↓
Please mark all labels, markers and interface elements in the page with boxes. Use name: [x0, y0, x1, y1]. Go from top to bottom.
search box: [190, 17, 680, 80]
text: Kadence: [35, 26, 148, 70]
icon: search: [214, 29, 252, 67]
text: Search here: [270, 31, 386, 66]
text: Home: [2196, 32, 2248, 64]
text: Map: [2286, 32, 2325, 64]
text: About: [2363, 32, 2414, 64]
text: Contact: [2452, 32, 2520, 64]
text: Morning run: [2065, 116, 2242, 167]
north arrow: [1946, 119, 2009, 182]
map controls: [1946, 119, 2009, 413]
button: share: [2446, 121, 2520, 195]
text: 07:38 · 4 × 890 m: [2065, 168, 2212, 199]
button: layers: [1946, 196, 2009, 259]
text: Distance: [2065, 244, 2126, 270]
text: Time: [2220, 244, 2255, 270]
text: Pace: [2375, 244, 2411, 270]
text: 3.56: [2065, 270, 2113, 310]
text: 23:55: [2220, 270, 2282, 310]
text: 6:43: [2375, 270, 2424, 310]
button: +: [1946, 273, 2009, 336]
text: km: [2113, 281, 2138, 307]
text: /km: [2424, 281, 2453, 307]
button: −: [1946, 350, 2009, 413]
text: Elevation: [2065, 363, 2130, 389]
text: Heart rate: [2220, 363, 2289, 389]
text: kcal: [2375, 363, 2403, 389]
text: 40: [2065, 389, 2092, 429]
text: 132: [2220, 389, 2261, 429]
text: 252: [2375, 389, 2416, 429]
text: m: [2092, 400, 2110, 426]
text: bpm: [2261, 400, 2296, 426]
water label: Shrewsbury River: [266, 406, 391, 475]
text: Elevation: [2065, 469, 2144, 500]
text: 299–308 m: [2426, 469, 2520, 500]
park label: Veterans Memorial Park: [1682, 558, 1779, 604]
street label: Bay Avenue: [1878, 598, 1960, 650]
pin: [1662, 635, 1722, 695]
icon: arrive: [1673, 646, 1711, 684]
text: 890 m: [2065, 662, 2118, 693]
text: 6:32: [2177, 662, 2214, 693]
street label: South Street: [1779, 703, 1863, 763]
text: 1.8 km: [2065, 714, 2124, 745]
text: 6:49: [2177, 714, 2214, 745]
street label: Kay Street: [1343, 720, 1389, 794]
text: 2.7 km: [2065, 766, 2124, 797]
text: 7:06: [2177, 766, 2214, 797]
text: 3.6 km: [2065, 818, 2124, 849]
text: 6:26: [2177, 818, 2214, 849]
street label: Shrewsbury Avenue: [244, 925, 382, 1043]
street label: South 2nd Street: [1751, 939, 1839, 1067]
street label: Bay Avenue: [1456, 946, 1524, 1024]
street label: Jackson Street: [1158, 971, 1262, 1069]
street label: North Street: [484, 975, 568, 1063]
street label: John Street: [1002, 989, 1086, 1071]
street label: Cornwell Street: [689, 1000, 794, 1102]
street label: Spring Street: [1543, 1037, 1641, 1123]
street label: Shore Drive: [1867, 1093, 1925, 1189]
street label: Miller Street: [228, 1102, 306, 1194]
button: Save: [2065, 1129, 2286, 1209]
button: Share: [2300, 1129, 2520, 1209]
↑
» **THE PROBLEM**:
Please repeat all the records above exactly as they appear.

» **COMPLETED TASK**:
Please mark all labels, markers and interface elements in the page with boxes. Use name: [x0, y0, x1, y1]. Go from top to bottom.
search box: [190, 17, 680, 80]
text: Kadence: [35, 26, 148, 70]
icon: search: [214, 29, 252, 67]
text: Search here: [270, 31, 386, 66]
text: Home: [2196, 32, 2248, 64]
text: Map: [2286, 32, 2325, 64]
text: About: [2363, 32, 2414, 64]
text: Contact: [2452, 32, 2520, 64]
text: Morning run: [2065, 116, 2242, 167]
north arrow: [1946, 119, 2009, 182]
map controls: [1946, 119, 2009, 413]
button: share: [2446, 121, 2520, 195]
text: 07:38 · 4 × 890 m: [2065, 168, 2212, 199]
button: layers: [1946, 196, 2009, 259]
text: Distance: [2065, 244, 2126, 270]
text: Time: [2220, 244, 2255, 270]
text: Pace: [2375, 244, 2411, 270]
text: 3.56: [2065, 270, 2113, 310]
text: 23:55: [2220, 270, 2282, 310]
text: 6:43: [2375, 270, 2424, 310]
button: +: [1946, 273, 2009, 336]
text: km: [2113, 281, 2138, 307]
text: /km: [2424, 281, 2453, 307]
button: −: [1946, 350, 2009, 413]
text: Elevation: [2065, 363, 2130, 389]
text: Heart rate: [2220, 363, 2289, 389]
text: kcal: [2375, 363, 2403, 389]
text: 40: [2065, 389, 2092, 429]
text: 132: [2220, 389, 2261, 429]
text: 252: [2375, 389, 2416, 429]
text: m: [2092, 400, 2110, 426]
text: bpm: [2261, 400, 2296, 426]
water label: Shrewsbury River: [266, 406, 391, 475]
text: Elevation: [2065, 469, 2144, 500]
text: 299–308 m: [2426, 469, 2520, 500]
park label: Veterans Memorial Park: [1682, 558, 1779, 604]
street label: Bay Avenue: [1878, 598, 1960, 650]
pin: [1662, 635, 1722, 695]
icon: arrive: [1673, 646, 1711, 684]
text: 890 m: [2065, 662, 2118, 693]
text: 6:32: [2177, 662, 2214, 693]
street label: South Street: [1779, 703, 1863, 763]
text: 1.8 km: [2065, 714, 2124, 745]
text: 6:49: [2177, 714, 2214, 745]
street label: Kay Street: [1343, 720, 1389, 794]
text: 2.7 km: [2065, 766, 2124, 797]
text: 7:06: [2177, 766, 2214, 797]
text: 3.6 km: [2065, 818, 2124, 849]
text: 6:26: [2177, 818, 2214, 849]
street label: Shrewsbury Avenue: [244, 925, 382, 1043]
street label: South 2nd Street: [1751, 939, 1839, 1067]
street label: Bay Avenue: [1456, 946, 1524, 1024]
street label: Jackson Street: [1158, 971, 1262, 1069]
street label: North Street: [484, 975, 568, 1063]
street label: John Street: [1002, 989, 1086, 1071]
street label: Cornwell Street: [689, 1000, 794, 1102]
street label: Spring Street: [1543, 1037, 1641, 1123]
street label: Shore Drive: [1867, 1093, 1925, 1189]
street label: Miller Street: [228, 1102, 306, 1194]
button: Save: [2065, 1129, 2286, 1209]
button: Share: [2300, 1129, 2520, 1209]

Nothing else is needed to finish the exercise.